Goal of the exercise: As you work through the listing below, copy each line exactly and drop the images.

Data:

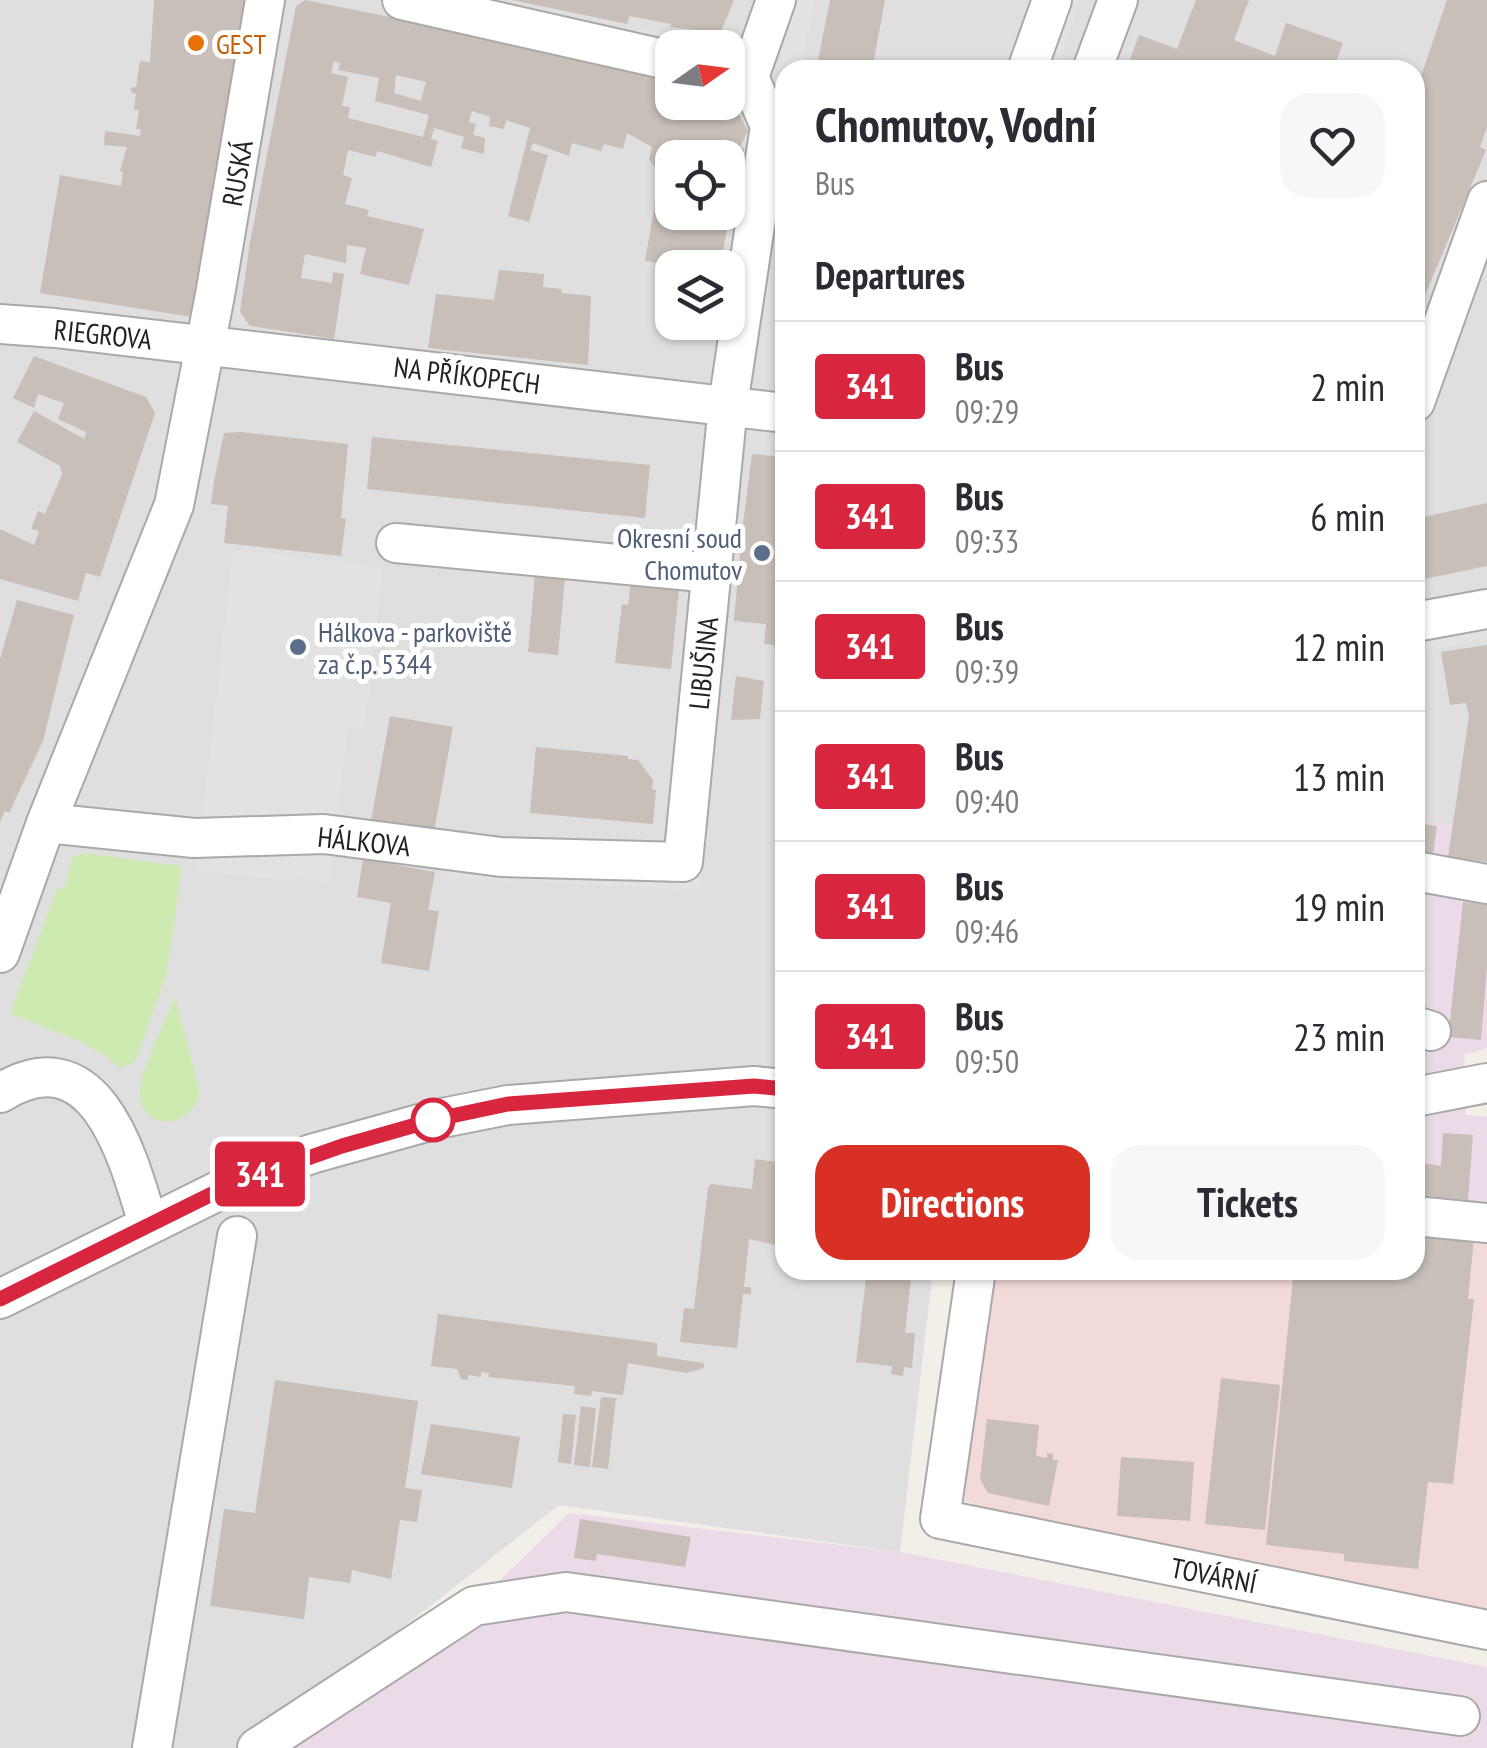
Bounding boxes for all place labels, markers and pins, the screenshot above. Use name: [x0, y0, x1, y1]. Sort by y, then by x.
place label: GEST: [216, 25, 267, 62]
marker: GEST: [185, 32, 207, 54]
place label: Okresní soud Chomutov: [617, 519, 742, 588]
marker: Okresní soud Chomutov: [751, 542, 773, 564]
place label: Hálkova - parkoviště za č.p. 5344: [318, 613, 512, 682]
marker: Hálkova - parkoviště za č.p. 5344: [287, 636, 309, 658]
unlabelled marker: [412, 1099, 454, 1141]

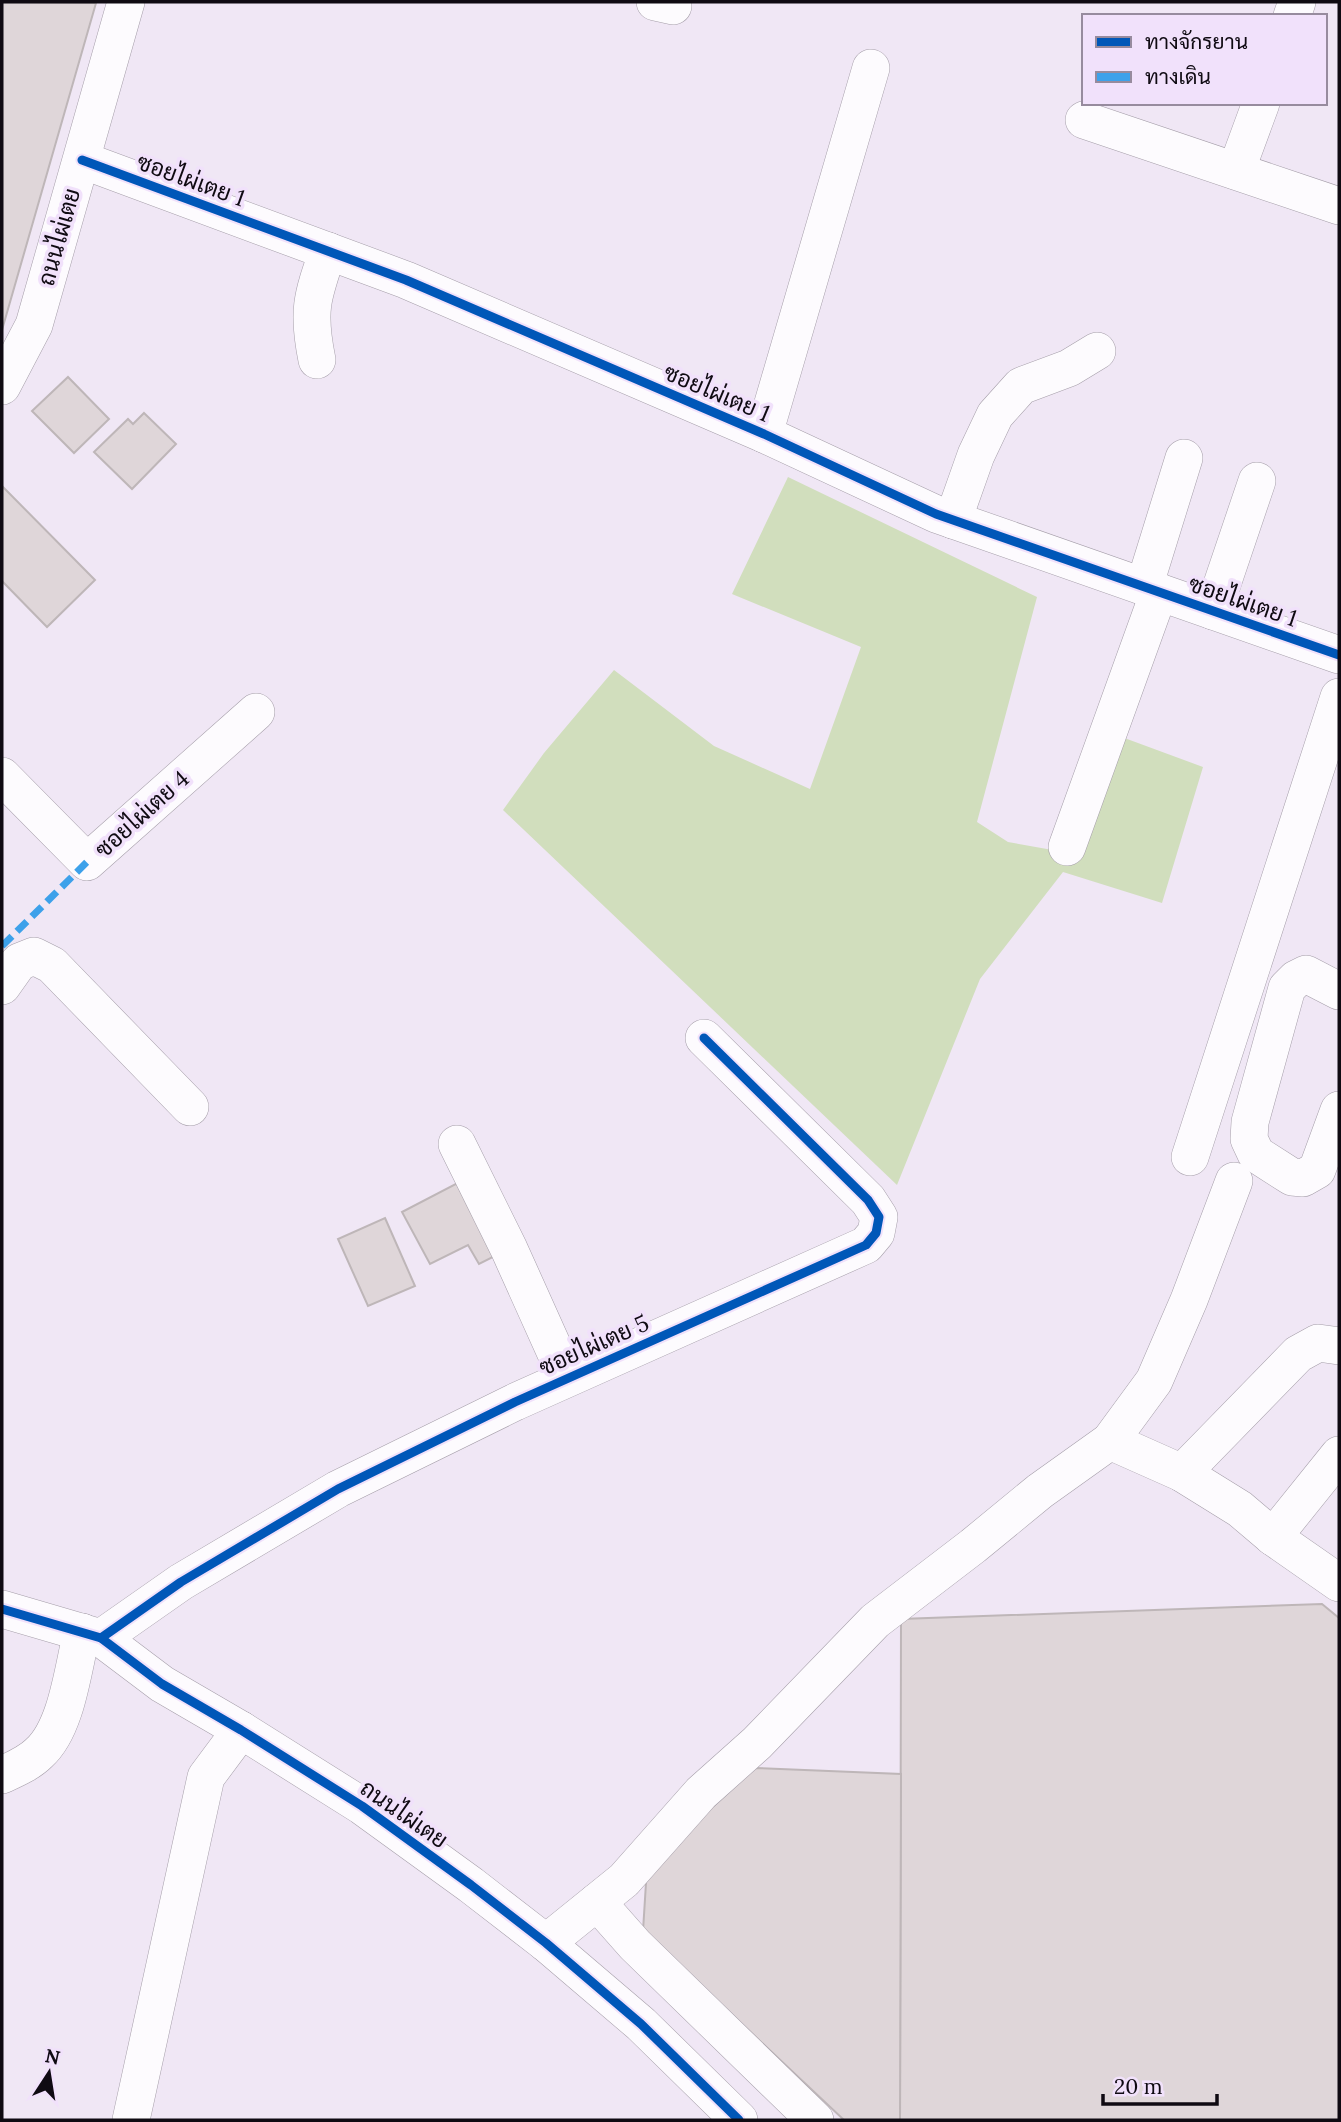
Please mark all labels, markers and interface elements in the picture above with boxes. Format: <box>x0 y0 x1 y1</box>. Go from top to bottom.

Task answer:
Bounding boxes for all place labels, markers and pins, the screenshot above. Use name: [x0, y0, x1, y1]. Sort by y, then by x.
place label: GEST: [216, 25, 267, 62]
marker: GEST: [185, 32, 207, 54]
place label: Okresní soud Chomutov: [617, 519, 742, 588]
marker: Okresní soud Chomutov: [751, 542, 773, 564]
place label: Hálkova - parkoviště za č.p. 5344: [318, 613, 512, 682]
marker: Hálkova - parkoviště za č.p. 5344: [287, 636, 309, 658]
unlabelled marker: [412, 1099, 454, 1141]

Please mark all labels, markers and interface elements in the picture above with boxes. Format: <box>x0 y0 x1 y1</box>. Go from top to bottom.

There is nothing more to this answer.